What do you mean by nothing hitting?

Dave

As in if a rainbow flop comes or if only 1 or 2 cards of the suit come on the flop?

bmc

Imposter wrote:

What do you mean by nothing hitting?

Yeah??

Flush draws always hit, don't they?

Hitman Actual

Dave wrote:

As in if a rainbow flop comes or if only 1 or 2 cards of the suit come on the flop?

Why do you need to work that out? The question is about flopping the flush, not missing. Or am I missing something?

Dave

I could be totally wrong, but just thinking back to Leaving Cert probability, but for some reason I thought you might have to take the odds of it not happening i.e. [1 - (odds of it not happening)] + (odds of it happening), now if someone could put me in my place.

Hitman Actual

Hmm... the probabilty of missing is equal to 1-probability of hitting, but I dont think you need to use that here. All you need is the probability of hitting.

Imposter

One other correction to my calculation for the prob of having Ax given that we know opponent has Kx. So the whole thing looks like:

It's the odds of you having Axs which is:
1/13 * 11/51 - you know the other person is going to have the K!
times the chance of 1 in 9 (assuming a 10-handed table) of the other players having Kxs:
9 * 1/50 * 10/49
and then finally times the chance of a flush on the flop:
9/48 * 8/47 * 7/46 * 39/45 * 38/44 - last 2 cards are irrelevant.

Giving:
.0166 * .0367 * .00364 = .000002217
which in % terms is .00022% approx

roryc

It happened to me in the fitz freeroll last thursday. I got a flopped flush beaten by a higher one

Crumbs

karlh wrote:

would you then have to factor in the odds of the players specifically have Ax and Kx?

Yeh, if you like.
I took the original question as taking the Axs and Kxs hands as a given and then finding the odds from there of flopping a flush, etc.

Imposter wrote:

It's the odds of you having Axs which is:
1/13 * 11/51

We can get the hand in two different orders, so it would be
(1/13 * 11/51) * 2 = 0.03318

Imposter wrote:

times the chance of 1 in 9 (assuming a 10-handed table) of the other players having Kxs:
9 * 1/50 * 10/49 - I think this is right. Do I have to consider the other players?

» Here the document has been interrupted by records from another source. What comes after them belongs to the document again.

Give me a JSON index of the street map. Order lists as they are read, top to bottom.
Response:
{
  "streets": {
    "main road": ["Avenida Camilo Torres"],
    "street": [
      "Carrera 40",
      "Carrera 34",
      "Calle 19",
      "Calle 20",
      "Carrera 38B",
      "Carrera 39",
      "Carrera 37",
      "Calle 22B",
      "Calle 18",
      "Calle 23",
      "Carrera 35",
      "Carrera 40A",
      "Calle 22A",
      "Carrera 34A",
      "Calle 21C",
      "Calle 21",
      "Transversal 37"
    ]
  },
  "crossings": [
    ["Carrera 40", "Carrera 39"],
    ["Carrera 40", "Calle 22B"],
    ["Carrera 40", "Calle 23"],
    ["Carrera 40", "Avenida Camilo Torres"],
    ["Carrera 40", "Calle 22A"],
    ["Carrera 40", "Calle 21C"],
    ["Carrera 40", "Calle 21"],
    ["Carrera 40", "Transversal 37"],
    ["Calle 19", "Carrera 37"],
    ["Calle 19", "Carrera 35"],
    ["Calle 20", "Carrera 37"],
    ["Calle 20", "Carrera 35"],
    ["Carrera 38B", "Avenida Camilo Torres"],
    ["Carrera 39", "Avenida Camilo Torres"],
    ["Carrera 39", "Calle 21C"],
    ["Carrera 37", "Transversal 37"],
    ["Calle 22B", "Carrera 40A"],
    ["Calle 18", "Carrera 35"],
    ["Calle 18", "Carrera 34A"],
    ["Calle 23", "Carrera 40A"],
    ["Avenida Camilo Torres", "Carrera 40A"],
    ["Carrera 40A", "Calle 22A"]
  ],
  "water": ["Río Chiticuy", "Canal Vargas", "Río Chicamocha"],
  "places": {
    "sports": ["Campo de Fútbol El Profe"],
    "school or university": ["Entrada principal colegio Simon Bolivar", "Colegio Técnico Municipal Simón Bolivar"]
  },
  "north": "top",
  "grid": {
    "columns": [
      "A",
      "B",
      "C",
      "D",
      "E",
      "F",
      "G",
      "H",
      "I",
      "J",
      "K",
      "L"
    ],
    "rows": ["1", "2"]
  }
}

Again, two different ways to get the hand, so I'd make it
(1/50 * 10/49) * 2 * 9 = 0.07347

A flushy flop with blanks on the turn and river, as before = 0.003635

Final probability = 0.03318 * 0.07347 * 0.003635 = 0.00000886

Which is odds of around 112,851/1.

Maths threads are so much more fun than "my QQ got cracked by KT in a turbo MTT, what did I do wrong, the earth is rigged" threads!

Imposter

I'm pretty sure that the order you get the cards doesn't come into it.

As an example:
Total number of 2 card combinations = 52*51 = 2652
Total number of combinations of Axs = 12 (not A but suited with A)* 4 (suits) = 48
48/2652 = .018

Calculation of Axs the other way (by my theory):
1/13 * 12/51 = .018

So the order isn't important. The odds of one doesn't rely on the odds of the other. So they seem like they are independent events and therefore the order makes no difference.

Hectorjelly

I get a totally different figure. Tell me where Im going wrong.

52 cards in a deck
13 hearts
2h in one hand
2h in one hand
9 hearts left

To flop the flush all three cards have to be hearts. Each event is not independant.

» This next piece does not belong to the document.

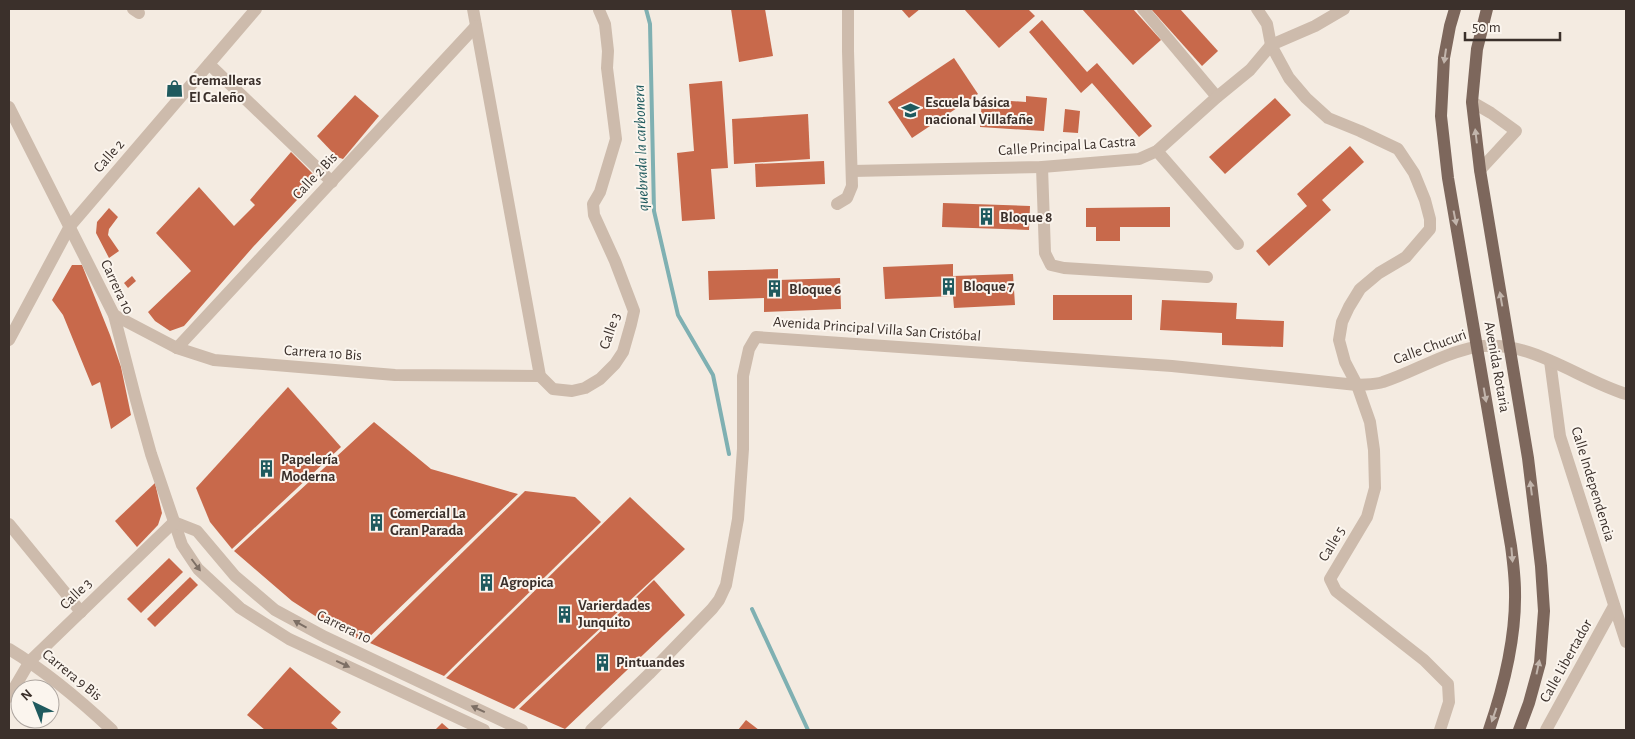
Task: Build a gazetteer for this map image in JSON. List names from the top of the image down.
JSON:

Card 1: 48 cards left, 9 hearts: 18.75%
Card 2: 47 cards left, 8 hearts: 17.02%
Card 3: 46 cards left 7 hearrs: 15.22%

Chance of all three is card 1*card2*card3, which is .37%

Then the chance of the turn/river being a non heart is

Card 4: 45 cards left, 39 non hearts. 86.67%.
Card 5: 44 cards left, 39 non hearts. 88.64%

So the chance of all three events happening is .37% * 86.67% * 88.64%, which is .29%. This is about 1/343.

The reason I looked into it is that 112,851/1 couldnt be right. Would the fact that two cards if your suit are not in the deck really reduce your chance of flopping a flush by that much? Becuase I flop a lot of flushes.

Hitman Actual

Using combs, this is the odds I get for flopping the flush:

48 unknown cards, giving 48c3 flops = (48x47x46)/(3x2x1) = 17296 flops.

9 hearts left, giving 9c3 combinations = 84.

84/17296 = .00485 = 204/1 chance of the flush flop.

Then again, I'm hungover, so that could be wrong.

Edit: Odds of no more hearts is:

45 unknown cards left, giving 45c2 turn+river combs = 990.

39 non-heart cards left, giving 39c2 non-heart combs = 741.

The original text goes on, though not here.